■ DATA SECTION
+ + +
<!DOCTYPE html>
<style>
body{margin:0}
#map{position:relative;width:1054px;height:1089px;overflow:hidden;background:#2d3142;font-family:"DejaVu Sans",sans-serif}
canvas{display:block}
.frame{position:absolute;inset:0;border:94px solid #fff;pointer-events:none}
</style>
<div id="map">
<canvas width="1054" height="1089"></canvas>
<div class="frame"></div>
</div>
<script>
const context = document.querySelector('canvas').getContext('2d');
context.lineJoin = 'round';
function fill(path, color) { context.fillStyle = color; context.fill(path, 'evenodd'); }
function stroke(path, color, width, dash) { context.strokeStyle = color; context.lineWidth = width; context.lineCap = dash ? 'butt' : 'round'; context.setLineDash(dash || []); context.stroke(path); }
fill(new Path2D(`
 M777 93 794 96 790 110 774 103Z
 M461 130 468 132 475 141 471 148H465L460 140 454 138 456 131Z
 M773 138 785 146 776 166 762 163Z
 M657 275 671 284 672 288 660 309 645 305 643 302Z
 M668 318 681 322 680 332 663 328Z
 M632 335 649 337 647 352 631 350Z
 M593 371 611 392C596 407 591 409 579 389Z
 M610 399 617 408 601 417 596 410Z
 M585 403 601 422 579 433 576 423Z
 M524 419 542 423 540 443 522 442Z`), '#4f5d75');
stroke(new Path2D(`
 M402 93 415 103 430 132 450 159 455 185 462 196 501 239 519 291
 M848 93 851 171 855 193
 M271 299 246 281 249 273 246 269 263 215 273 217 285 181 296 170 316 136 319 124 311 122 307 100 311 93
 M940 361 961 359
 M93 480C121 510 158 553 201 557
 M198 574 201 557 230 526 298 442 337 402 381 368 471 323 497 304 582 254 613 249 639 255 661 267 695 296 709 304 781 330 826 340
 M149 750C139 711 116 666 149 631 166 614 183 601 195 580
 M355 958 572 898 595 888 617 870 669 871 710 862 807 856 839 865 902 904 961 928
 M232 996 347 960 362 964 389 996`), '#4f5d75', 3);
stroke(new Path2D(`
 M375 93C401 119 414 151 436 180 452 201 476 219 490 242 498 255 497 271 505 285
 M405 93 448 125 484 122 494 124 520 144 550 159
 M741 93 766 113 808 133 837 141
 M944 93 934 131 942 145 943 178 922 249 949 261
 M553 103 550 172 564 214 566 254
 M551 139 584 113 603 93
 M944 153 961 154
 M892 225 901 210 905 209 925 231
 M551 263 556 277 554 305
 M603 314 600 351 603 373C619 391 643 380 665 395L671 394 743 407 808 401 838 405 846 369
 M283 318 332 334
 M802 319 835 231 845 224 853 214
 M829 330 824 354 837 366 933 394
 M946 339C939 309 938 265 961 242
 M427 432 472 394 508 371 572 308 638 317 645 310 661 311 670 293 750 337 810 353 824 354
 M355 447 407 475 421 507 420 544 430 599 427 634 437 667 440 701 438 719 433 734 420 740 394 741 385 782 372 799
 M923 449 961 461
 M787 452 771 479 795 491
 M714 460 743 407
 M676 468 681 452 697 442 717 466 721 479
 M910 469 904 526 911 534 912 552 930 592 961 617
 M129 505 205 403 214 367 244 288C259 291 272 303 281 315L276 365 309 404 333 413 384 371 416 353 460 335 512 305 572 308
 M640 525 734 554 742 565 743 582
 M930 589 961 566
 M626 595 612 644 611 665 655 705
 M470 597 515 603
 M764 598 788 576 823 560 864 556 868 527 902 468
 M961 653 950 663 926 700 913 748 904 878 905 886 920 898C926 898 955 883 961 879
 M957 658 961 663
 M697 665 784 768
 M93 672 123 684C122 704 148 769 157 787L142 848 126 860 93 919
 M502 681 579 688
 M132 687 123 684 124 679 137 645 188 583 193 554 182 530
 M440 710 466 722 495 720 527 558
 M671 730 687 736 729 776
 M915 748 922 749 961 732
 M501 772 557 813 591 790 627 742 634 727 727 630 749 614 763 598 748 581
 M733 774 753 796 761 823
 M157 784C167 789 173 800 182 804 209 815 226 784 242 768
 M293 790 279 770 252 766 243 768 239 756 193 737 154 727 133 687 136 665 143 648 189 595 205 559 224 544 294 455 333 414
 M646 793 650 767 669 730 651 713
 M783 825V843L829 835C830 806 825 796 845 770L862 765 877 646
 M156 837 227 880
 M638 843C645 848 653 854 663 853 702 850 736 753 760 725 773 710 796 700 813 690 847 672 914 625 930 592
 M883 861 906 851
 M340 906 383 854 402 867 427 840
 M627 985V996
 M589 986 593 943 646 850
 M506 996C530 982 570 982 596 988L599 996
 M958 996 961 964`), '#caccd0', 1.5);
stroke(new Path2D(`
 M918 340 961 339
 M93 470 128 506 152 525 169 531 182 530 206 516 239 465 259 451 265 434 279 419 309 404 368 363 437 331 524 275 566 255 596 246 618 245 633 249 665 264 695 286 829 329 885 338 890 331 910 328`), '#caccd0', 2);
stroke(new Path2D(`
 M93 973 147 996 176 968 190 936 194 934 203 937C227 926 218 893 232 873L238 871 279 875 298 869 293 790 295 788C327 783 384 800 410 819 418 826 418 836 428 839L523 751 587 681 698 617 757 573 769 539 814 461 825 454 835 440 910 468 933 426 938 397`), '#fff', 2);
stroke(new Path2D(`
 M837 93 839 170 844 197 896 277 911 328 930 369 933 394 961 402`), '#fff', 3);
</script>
+ + +
■ INSTRUCTIONS TO FOLLOW
Go through the entries above, and wherever a line holds the word "canvas", copy that line.

■ SOLUTION TO THIS TASK
canvas{display:block}
<canvas width="1054" height="1089"></canvas>
const context = document.querySelector('canvas').getContext('2d');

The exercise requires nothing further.